Ancient wine press, carvings found in Iraq

Archaeologists stand near carvings discovered on the walls of an ancient irrigation canal near Faydeh in the Nineveh area of northern Iraq. (TERRA DI NINIVE / AFP)

DOHUK, Iraq-Archaeologists in Iraq revealed on Sunday their discovery of a large-scale wine factory from the rule of the Assyrian kings 2,700 years ago, along with stunning monumental rock-carved royal reliefs.

The stone bas-reliefs, showing kings praying to the gods, were cut into the walls of a nearly 9-kilometer-long irrigation canal at Faida in northern Iraq, said the joint team of archaeologists from the Department of Antiquities in Dohuk and their colleagues from Italy.

The carvings, 12 panels measuring 5 meters wide and 2 meters tall, show gods, kings and sacred animals. They date back to the reigns of Sargon II (721-705 BC) and his son Sennacherib.

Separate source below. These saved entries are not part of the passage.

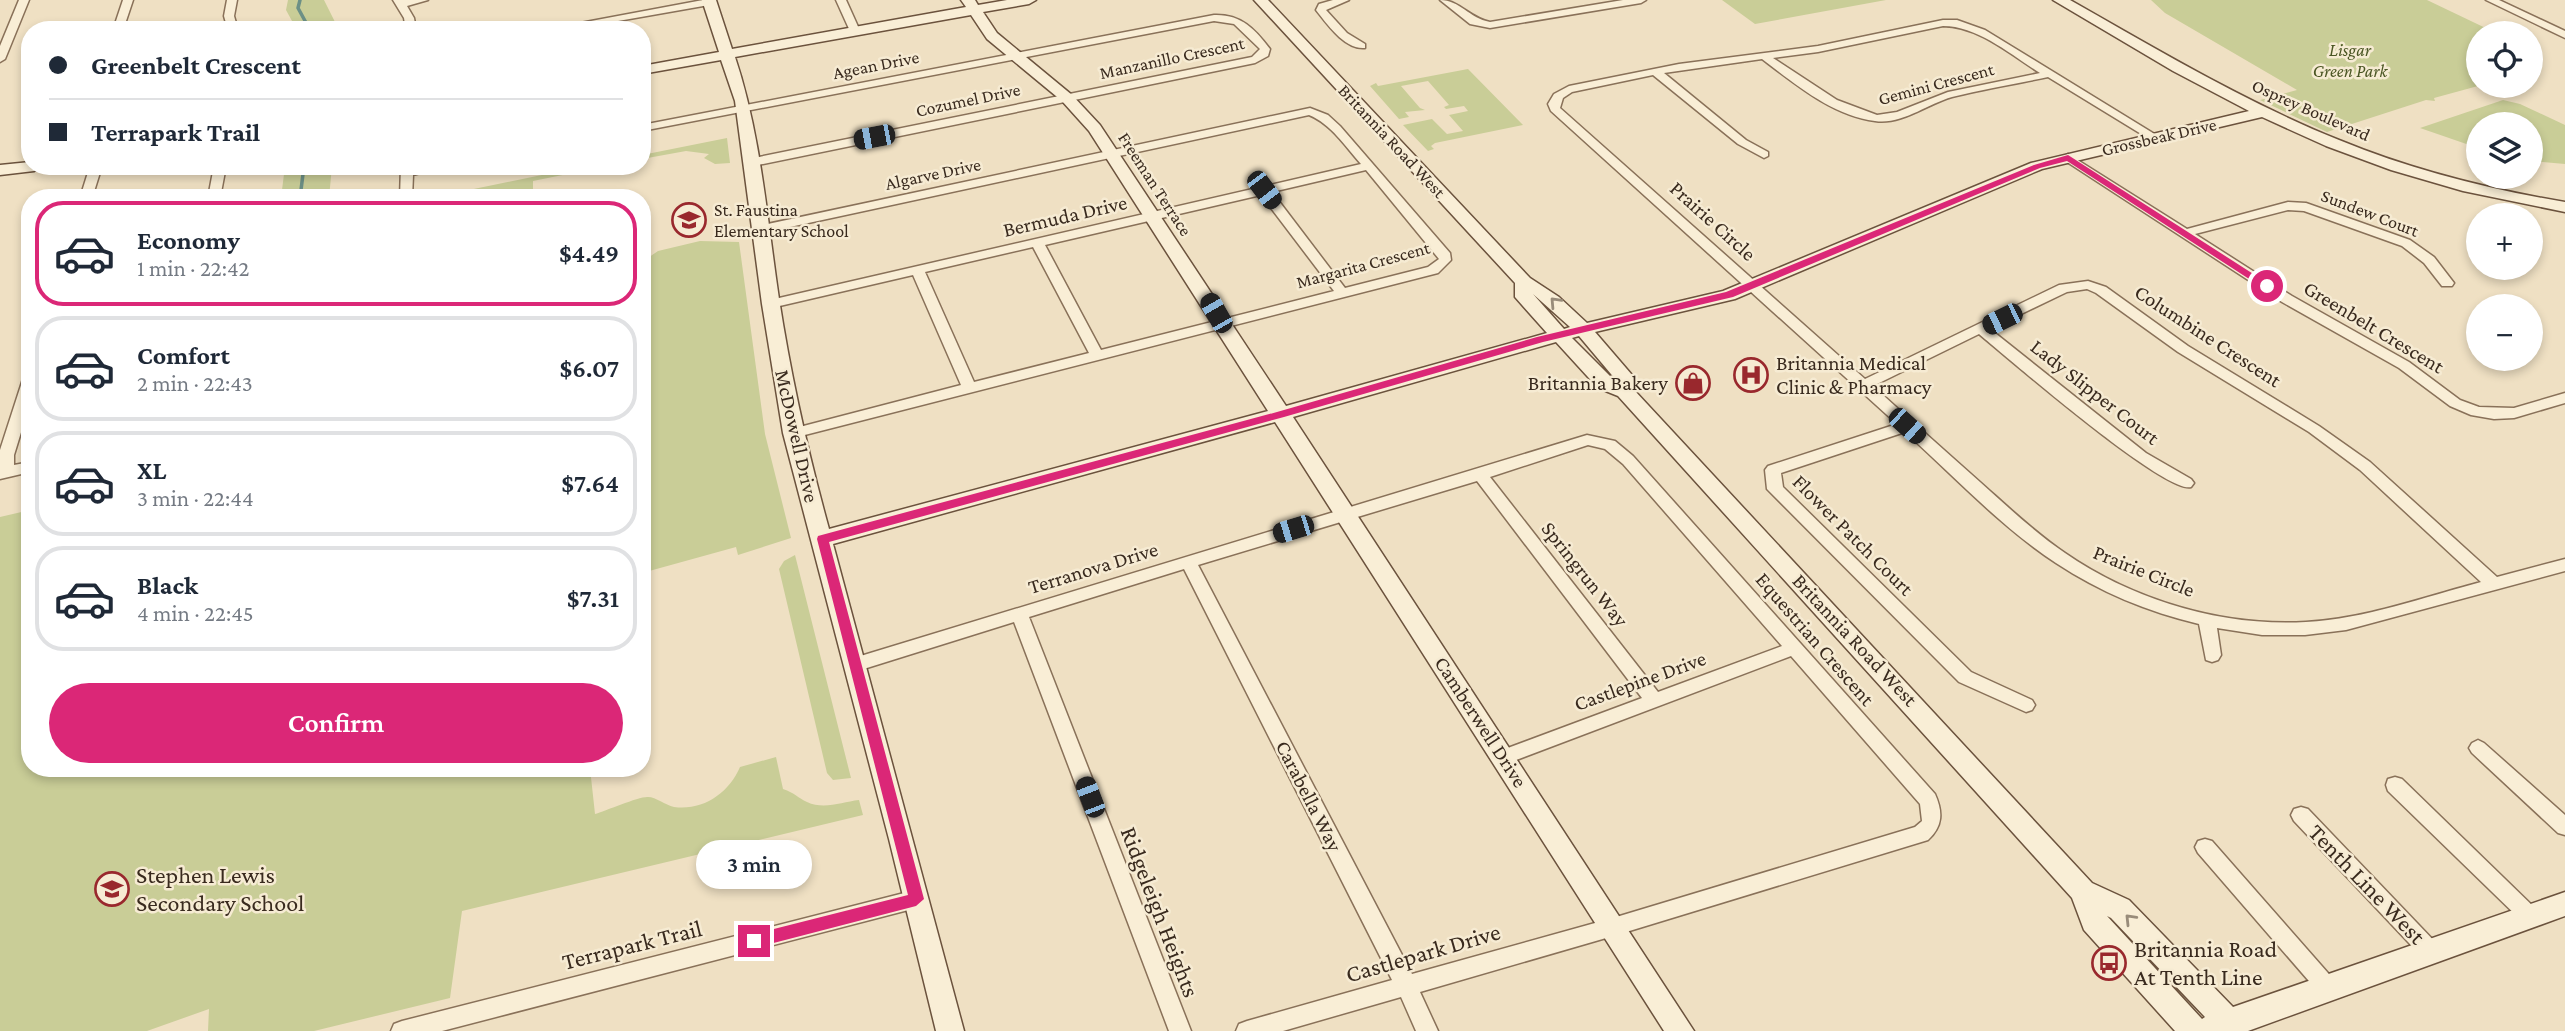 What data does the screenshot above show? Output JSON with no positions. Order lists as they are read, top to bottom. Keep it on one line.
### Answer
{"streets":{"street":["Manzanillo Crescent","Agean Drive","Gemini Crescent","Cozumel Drive","Osprey Boulevard","Grossbeak Drive","Britannia Road West","Algarve Drive","Freeman Terrace","Sundew Court","Bermuda Drive","Prairie Circle","Margarita Crescent","Greenbelt Crescent","Columbine Crescent","Lady Slipper Court","McDowell Drive","Flower Patch Court","Terranova Drive","Springrun Way","Equestrian Crescent","Castlepine Drive","Camberwell Drive","Carabella Way","Tenth Line West","Ridgeleigh Heights","Terrapark Trail","Castlepark Drive"]},"crossings":[["Manzanillo Crescent","Agean Drive"],["Manzanillo Crescent","Cozumel Drive"],["Manzanillo Crescent","Freeman Terrace"],["Agean Drive","Freeman Terrace"],["Agean Drive","McDowell Drive"],["Gemini Crescent","Prairie Circle"],["Cozumel Drive","Freeman Terrace"],["Cozumel Drive","McDowell Drive"],["Osprey Boulevard","Grossbeak Drive"],["Grossbeak Drive","Britannia Road West"],["Grossbeak Drive","Freeman Terrace"],["Grossbeak Drive","Prairie Circle"],["Grossbeak Drive","Greenbelt Crescent"],["Grossbeak Drive","McDowell Drive"],["Grossbeak Drive","Camberwell Drive"],["Britannia Road West","Tenth Line West"],["Algarve Drive","Freeman Terrace"],["Algarve Drive","Margarita Crescent"],["Algarve Drive","McDowell Drive"],["Freeman Terrace","Bermuda Drive"],["Freeman Terrace","Margarita Crescent"],["Freeman Terrace","Camberwell Drive"],["Sundew Court","Greenbelt Crescent"],["Bermuda Drive","Margarita Crescent"],["Bermuda Drive","McDowell Drive"],["Prairie Circle","Columbine Crescent"],["Prairie Circle","Flower Patch Court"],["Margarita Crescent","McDowell Drive"],["Columbine Crescent","Lady Slipper Court"],["McDowell Drive","Terranova Drive"],["McDowell Drive","Terrapark Trail"],["Terranova Drive","Equestrian Crescent"],["Terranova Drive","Camberwell Drive"],["Terranova Drive","Carabella Way"],["Terranova Drive","Ridgeleigh Heights"],["Springrun Way","Equestrian Crescent"],["Springrun Way","Castlepine Drive"],["Equestrian Crescent","Castlepine Drive"],["Equestrian Crescent","Camberwell Drive"],["Equestrian Crescent","Castlepark Drive"],["Castlepine Drive","Camberwell Drive"],["Camberwell Drive","Castlepark Drive"],["Carabella Way","Castlepark Drive"]],"parks":["Lisgar Green Park"],"places":{"school or university":["St. Faustina Elementary School","Stephen Lewis Secondary School"],"hospital":["Britannia Medical Clinic & Pharmacy"],"shop":["Britannia Bakery"],"bus stop":["Britannia Road At Tenth Line"]},"page":{"map_buttons":["+","−"],"banner":["Greenbelt Crescent","Terrapark Trail"],"list":[{"name":"Economy","note":"1 min · 22:42","value":"$4.49"},{"name":"Comfort","note":"2 min · 22:43","value":"$6.07"},{"name":"XL","note":"3 min · 22:44","value":"$7.64"},{"name":"Black","note":"4 min · 22:45","value":"$7.31"}],"buttons":"Confirm","bubble":"3 min"}} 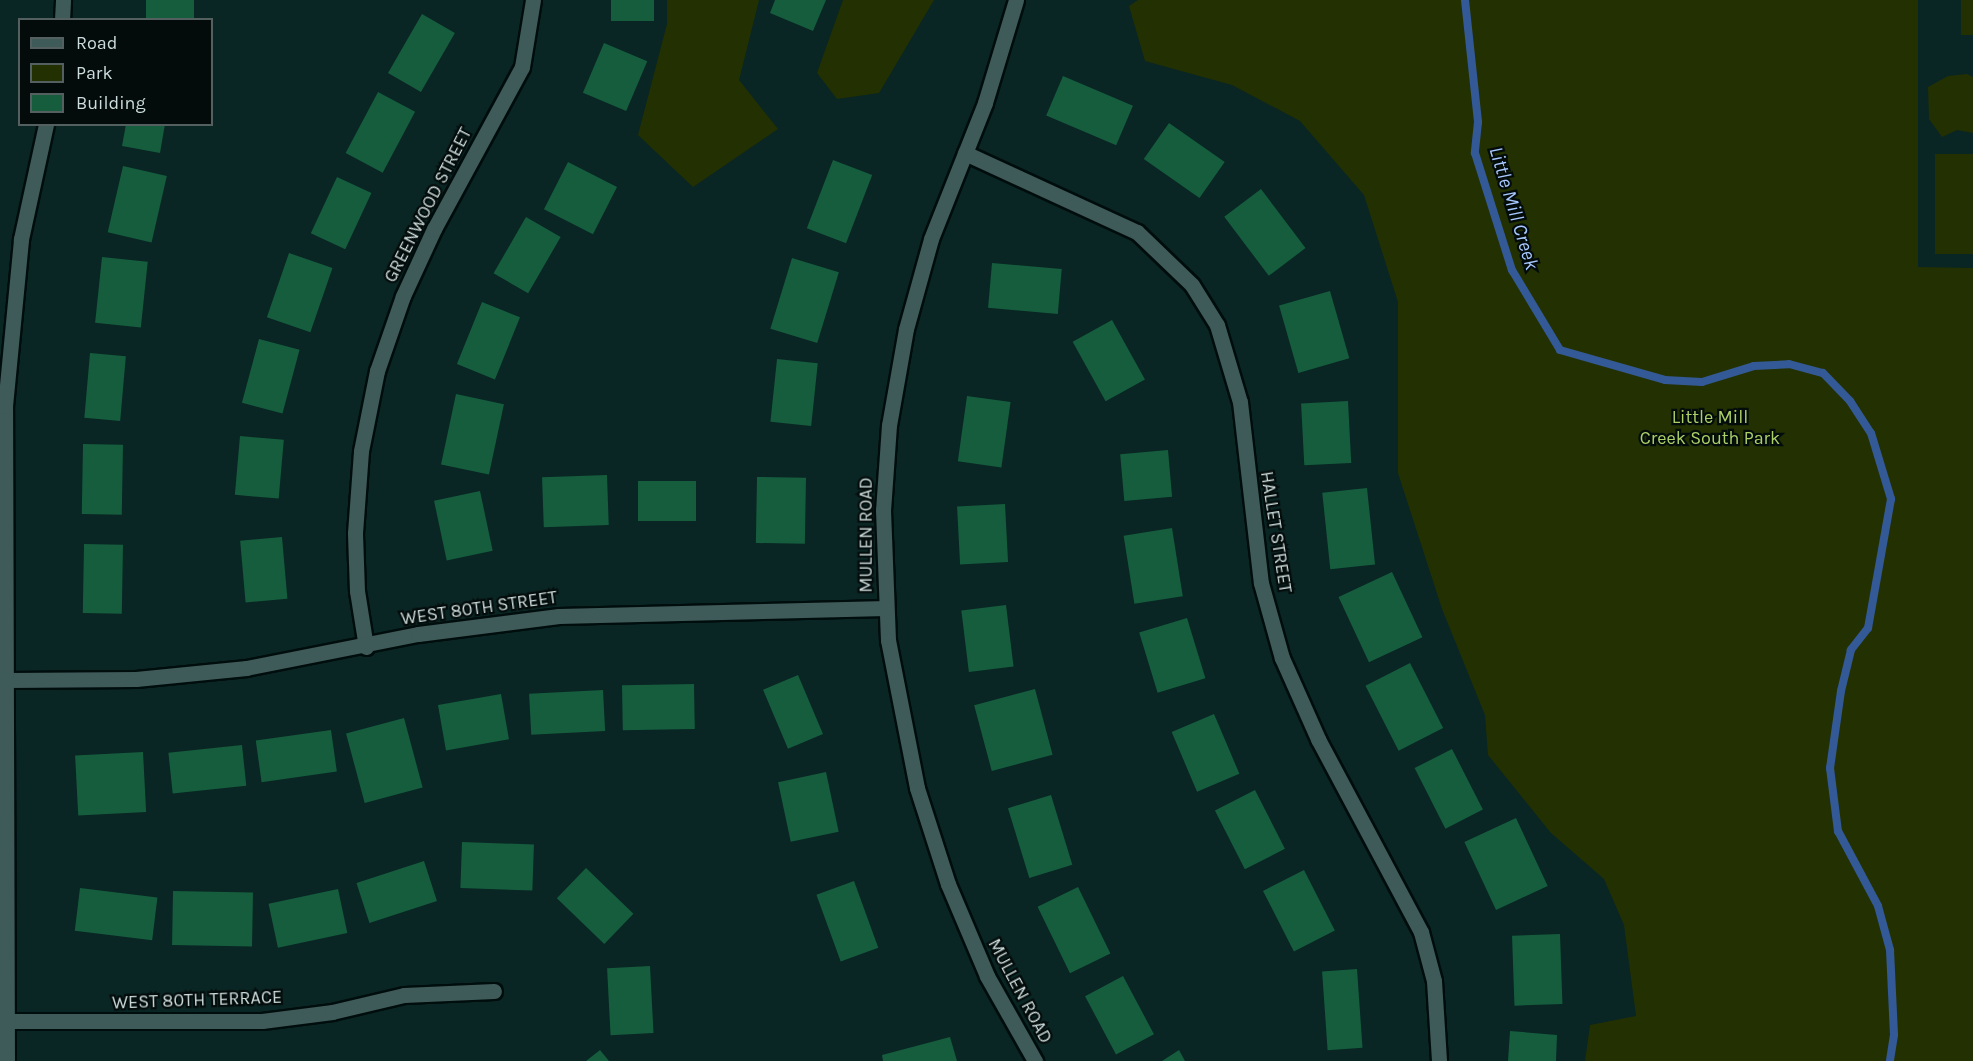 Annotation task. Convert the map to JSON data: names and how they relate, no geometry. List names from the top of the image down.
{
  "streets": {
    "street": [
      "GREENWOOD STREET",
      "HALLET STREET",
      "MULLEN ROAD",
      "WEST 80TH STREET",
      "WEST 80TH TERRACE"
    ]
  },
  "crossings": [
    ["GREENWOOD STREET", "WEST 80TH STREET"],
    ["HALLET STREET", "MULLEN ROAD"],
    ["MULLEN ROAD", "WEST 80TH STREET"]
  ],
  "water": ["Little Mill Creek"],
  "parks": ["Little Mill Creek South Park"],
  "legend": ["Road", "Park", "Building"]
}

"There are other places with rock reliefs in Iraq, especially in Kurdistan, but none are so huge and monumental as this one," said Italian archaeologist Daniele Morandi Bonacossi.

"The scenes represent the Assyrian king praying in front of the Assyrian gods," he said, noting that the seven key gods are all seen, including Ishtar, the goddess of love and war, who is depicted on top of a lion.

The irrigation canal was cut into limestone to carry water from the hills to the fields of farmers, and the carvings were made to remind people of the king who ordered its construction.

"It was not only a religious scene of prayer. It was also political, a sort of propaganda scene," Bonacossi said. "The king, in this way, wanted to show to the people living in the area that he was the one who has created these massive irrigation systems, so … the people should remember this and remain loyal."

Giant stone basins

At Khinis, also near Dohuk, the team unearthed giant stone basins cut into white rock that were used in commercial winemaking during the reign of Sennacherib in the late 8th or early 7th century BC.

"It was a sort of an industrial wine factory," said Bonacossi, who is a professor of Near Eastern archaeology at the University of Udine in Italy. He added that this was the first such discovery in Iraq.

"We have found 14 installations that were used to press the grapes and extract the juice, which was then processed into wine."

Some of the most famous carvings that have survived from the Assyrian period are mythical winged bulls, with examples of the monumental reliefs seen in the Iraq Museum in Baghdad, as well as the Louvre in Paris and the British Museum in London.

Iraq is the birthplace of some of the world's earliest cities, the home of the Assyrians, Sumerians and Babylonians. Humankind's first examples of writing were also found there.

But it is also now a location for smugglers of ancient artifacts.

Looters decimated the country's ancient past, including after the 2003 US-led invasion.

Then, from 2014 to 2017, the Islamic State terror group demolished dozens of pre-Islamic treasures with bulldozers, pickaxes and explosives. They also used smuggling to finance their operations.